*WHAT THE TASK ASKS:*
Below are some records; copy each line in them that contains "Afrikastraße".

[DATASET EXTRACT — start]

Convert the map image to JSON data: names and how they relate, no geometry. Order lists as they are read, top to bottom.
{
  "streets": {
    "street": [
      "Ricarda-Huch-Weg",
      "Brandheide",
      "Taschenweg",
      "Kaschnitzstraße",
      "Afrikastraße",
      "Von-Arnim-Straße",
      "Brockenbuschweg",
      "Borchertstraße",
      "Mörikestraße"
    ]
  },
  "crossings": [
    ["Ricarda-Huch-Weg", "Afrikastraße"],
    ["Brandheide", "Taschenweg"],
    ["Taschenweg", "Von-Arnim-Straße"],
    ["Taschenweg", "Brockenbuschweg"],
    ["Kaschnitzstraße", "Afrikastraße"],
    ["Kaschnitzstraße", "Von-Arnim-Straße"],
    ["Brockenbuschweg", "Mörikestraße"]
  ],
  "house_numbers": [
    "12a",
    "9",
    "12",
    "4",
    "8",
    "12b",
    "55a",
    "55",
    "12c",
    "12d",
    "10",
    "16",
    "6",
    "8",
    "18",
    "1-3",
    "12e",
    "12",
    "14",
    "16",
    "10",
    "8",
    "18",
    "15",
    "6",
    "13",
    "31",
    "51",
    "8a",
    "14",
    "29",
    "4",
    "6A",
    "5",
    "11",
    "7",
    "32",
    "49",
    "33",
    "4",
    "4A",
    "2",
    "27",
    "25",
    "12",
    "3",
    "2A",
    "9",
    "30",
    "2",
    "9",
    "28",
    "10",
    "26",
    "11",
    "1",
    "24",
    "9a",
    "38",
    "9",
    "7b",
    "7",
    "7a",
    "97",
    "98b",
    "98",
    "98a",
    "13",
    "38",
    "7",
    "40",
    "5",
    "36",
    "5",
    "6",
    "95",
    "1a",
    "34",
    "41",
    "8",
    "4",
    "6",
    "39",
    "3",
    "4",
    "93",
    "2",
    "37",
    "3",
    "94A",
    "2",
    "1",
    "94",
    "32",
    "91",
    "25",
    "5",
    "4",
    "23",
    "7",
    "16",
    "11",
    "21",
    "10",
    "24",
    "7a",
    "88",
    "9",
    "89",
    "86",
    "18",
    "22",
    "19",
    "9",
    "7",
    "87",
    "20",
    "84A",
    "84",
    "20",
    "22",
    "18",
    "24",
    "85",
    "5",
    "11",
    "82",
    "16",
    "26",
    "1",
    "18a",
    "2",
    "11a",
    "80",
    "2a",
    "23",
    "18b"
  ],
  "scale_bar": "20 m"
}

[DATASET EXTRACT — finish]

*RESULT FOR THIS EXERCISE:*
      "Afrikastraße",
    ["Ricarda-Huch-Weg", "Afrikastraße"],
    ["Kaschnitzstraße", "Afrikastraße"],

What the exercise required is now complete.